▸ **Exercise aim**:
Please find all lines in the data that hold the string "Christian" and copy them.

[Collected data entries]
Segment Open

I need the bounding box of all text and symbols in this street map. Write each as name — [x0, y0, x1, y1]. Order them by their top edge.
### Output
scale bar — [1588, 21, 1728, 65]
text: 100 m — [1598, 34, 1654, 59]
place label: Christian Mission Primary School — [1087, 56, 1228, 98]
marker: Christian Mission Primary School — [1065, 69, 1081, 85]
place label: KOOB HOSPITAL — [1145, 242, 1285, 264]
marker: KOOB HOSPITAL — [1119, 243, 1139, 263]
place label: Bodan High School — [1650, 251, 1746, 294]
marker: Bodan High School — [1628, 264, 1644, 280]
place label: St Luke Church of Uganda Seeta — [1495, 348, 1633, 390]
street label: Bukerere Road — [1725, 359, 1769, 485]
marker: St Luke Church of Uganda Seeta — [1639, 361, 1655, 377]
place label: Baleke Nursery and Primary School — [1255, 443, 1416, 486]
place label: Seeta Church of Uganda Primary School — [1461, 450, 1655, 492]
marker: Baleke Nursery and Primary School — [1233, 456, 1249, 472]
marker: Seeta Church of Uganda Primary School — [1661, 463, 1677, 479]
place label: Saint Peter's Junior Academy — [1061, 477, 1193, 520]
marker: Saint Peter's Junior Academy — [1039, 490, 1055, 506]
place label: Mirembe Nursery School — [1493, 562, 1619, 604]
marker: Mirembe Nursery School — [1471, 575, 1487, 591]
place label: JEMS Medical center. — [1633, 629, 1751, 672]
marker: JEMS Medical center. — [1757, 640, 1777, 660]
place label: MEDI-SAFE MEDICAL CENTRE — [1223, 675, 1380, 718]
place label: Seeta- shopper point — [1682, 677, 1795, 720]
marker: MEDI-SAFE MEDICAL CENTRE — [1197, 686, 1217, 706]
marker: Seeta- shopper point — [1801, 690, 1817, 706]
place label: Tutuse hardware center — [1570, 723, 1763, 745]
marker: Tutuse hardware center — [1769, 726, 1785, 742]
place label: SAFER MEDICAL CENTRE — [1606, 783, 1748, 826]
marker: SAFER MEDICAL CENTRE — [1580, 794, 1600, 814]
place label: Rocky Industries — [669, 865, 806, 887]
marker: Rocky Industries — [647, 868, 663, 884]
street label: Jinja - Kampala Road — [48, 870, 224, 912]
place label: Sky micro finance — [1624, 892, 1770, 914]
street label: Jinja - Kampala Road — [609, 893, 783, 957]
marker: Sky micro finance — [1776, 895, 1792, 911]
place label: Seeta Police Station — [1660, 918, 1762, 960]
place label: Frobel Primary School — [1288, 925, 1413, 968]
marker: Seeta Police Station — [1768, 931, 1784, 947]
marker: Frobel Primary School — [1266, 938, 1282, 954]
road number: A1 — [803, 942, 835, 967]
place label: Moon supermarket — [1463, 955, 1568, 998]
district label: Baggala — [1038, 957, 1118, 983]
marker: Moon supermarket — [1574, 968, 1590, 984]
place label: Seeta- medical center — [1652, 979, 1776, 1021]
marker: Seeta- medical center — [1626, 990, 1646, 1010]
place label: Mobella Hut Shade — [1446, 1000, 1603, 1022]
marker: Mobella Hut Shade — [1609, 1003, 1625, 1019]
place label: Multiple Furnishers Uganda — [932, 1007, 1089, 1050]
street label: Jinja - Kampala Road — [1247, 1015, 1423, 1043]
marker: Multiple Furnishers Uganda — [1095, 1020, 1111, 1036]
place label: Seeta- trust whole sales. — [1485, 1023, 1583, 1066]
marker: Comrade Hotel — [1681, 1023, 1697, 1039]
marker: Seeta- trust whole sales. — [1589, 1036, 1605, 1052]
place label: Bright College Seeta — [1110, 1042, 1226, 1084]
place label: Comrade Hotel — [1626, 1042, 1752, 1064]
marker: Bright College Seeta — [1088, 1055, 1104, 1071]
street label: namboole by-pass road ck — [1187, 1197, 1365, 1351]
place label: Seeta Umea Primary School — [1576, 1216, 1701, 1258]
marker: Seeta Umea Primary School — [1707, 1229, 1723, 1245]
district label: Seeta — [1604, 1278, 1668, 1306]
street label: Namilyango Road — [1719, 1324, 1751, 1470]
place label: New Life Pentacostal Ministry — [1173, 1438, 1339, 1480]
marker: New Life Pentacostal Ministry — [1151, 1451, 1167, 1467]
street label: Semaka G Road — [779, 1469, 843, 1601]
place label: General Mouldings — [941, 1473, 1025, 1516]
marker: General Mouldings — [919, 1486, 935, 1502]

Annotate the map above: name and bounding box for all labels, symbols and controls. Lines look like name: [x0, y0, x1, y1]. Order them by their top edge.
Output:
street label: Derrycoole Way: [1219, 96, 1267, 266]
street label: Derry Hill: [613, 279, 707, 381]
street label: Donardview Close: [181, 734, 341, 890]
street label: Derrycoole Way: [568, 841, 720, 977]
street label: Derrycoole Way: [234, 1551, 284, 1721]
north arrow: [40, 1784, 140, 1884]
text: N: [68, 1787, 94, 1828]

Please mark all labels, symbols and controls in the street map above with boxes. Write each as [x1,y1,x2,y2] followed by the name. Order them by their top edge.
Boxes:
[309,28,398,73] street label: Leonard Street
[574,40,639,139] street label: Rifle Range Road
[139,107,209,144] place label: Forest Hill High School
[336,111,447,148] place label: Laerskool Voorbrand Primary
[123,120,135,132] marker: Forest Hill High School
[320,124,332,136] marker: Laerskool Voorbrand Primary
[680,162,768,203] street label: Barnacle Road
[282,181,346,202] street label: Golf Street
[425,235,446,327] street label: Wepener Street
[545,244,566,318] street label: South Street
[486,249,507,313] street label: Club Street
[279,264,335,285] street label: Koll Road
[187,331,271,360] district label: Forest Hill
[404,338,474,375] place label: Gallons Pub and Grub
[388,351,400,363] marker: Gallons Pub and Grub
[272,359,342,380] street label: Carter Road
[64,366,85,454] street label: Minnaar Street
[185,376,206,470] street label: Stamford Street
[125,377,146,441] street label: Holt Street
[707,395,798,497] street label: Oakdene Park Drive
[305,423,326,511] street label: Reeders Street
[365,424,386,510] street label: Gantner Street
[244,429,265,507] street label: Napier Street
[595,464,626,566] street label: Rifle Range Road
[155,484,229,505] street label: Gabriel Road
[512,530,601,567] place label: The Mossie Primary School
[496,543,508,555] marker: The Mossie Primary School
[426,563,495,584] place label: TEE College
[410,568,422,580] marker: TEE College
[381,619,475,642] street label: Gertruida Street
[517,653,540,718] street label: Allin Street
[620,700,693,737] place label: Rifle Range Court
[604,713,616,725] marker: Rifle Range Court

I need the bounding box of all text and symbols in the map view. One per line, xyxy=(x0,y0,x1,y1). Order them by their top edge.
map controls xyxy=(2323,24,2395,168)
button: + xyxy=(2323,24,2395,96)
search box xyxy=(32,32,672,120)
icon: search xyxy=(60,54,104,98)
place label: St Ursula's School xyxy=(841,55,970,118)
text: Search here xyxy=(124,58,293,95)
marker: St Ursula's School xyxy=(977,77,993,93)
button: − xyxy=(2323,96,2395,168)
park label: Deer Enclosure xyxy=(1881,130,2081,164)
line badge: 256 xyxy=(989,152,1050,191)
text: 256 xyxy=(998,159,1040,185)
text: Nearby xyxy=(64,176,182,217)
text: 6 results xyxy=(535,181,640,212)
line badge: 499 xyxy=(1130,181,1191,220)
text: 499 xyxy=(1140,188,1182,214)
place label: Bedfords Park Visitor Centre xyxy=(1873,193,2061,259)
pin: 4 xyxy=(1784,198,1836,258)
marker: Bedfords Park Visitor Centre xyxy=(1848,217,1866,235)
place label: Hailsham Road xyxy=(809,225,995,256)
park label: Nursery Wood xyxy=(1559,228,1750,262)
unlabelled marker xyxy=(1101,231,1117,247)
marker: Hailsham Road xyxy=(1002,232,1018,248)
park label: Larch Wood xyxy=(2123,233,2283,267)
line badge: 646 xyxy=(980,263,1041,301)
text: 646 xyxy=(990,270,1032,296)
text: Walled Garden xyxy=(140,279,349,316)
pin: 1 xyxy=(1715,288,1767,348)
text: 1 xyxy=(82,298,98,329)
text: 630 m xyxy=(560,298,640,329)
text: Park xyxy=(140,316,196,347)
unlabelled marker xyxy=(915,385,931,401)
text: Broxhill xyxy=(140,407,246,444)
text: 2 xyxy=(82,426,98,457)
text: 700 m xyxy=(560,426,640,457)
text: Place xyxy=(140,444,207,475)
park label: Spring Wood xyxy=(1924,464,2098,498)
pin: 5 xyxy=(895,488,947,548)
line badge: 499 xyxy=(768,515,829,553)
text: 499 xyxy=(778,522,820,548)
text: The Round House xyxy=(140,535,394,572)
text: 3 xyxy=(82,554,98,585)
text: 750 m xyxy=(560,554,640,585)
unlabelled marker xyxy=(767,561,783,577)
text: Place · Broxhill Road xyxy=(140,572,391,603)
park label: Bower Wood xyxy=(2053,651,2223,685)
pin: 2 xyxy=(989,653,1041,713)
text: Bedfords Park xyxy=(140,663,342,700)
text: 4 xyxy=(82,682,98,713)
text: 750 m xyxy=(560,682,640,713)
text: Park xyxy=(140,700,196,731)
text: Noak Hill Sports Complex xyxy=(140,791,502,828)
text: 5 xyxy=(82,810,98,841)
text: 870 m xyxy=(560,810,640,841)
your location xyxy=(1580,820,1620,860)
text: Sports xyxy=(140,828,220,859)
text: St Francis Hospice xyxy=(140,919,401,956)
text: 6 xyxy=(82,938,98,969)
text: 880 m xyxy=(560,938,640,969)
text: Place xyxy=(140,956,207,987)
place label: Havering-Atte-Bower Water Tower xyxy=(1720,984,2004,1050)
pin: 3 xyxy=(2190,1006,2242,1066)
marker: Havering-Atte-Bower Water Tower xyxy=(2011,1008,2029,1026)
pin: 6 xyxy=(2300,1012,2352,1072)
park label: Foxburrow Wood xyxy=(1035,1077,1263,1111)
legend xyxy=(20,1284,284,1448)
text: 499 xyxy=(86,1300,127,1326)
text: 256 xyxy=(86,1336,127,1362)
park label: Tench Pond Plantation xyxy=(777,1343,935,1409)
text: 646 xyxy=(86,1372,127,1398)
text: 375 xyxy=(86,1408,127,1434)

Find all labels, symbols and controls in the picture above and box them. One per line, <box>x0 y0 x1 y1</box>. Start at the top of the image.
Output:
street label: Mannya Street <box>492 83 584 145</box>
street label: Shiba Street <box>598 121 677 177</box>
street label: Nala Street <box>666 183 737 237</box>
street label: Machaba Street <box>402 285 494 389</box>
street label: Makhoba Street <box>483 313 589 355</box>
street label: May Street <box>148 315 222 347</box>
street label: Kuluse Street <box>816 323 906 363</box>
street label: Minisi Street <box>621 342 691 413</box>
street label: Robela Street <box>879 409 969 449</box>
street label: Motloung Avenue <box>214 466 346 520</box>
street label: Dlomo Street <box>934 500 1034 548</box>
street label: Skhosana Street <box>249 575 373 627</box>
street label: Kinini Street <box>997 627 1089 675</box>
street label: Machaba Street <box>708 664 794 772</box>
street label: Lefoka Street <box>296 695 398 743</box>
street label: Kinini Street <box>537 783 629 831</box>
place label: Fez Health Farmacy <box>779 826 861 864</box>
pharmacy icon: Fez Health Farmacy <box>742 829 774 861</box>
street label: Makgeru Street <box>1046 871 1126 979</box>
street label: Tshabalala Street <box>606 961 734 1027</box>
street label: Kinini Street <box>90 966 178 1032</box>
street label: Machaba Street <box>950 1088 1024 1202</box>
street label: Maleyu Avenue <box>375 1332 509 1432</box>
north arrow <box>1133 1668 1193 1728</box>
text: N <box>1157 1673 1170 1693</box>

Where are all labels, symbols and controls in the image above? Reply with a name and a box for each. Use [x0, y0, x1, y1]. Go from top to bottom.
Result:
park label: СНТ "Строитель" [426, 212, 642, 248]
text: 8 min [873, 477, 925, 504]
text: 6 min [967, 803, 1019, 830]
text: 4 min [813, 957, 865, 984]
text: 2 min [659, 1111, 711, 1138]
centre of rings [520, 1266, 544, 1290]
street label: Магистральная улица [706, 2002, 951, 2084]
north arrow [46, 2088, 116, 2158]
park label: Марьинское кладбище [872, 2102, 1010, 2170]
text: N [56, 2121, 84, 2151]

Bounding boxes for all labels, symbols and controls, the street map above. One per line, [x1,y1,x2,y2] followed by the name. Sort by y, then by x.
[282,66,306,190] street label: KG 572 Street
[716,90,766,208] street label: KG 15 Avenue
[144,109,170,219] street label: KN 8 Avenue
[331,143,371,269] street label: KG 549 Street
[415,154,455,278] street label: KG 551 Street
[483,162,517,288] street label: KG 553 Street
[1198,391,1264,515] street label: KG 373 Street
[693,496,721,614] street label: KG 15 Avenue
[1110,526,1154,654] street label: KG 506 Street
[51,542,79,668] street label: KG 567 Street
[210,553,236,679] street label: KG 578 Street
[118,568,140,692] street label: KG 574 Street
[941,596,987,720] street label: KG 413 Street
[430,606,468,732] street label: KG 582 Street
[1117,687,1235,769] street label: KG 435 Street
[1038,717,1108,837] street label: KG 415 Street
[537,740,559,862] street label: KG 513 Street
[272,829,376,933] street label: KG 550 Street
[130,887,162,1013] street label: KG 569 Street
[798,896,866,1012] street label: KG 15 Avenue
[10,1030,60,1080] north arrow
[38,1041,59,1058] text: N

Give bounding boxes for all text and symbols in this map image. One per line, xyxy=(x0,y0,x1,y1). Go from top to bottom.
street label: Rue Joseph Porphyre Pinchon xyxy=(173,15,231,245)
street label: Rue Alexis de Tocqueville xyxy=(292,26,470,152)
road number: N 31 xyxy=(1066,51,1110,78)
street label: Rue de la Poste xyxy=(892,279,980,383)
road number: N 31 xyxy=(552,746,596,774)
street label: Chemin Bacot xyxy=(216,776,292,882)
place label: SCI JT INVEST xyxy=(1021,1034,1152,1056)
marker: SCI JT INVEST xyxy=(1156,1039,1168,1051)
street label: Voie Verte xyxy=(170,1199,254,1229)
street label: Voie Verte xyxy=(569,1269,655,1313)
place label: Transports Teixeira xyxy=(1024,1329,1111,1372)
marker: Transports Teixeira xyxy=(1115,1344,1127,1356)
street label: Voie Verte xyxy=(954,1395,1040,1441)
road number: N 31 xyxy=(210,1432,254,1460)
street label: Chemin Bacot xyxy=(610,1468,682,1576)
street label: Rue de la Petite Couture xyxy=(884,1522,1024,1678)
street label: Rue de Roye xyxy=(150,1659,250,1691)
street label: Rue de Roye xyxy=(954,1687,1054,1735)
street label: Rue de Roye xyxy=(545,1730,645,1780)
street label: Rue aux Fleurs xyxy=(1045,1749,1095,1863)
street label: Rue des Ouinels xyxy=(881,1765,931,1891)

Segment Closed

▸ **Solution below**:
place label: Christian Mission Primary School — [1087, 56, 1228, 98]
marker: Christian Mission Primary School — [1065, 69, 1081, 85]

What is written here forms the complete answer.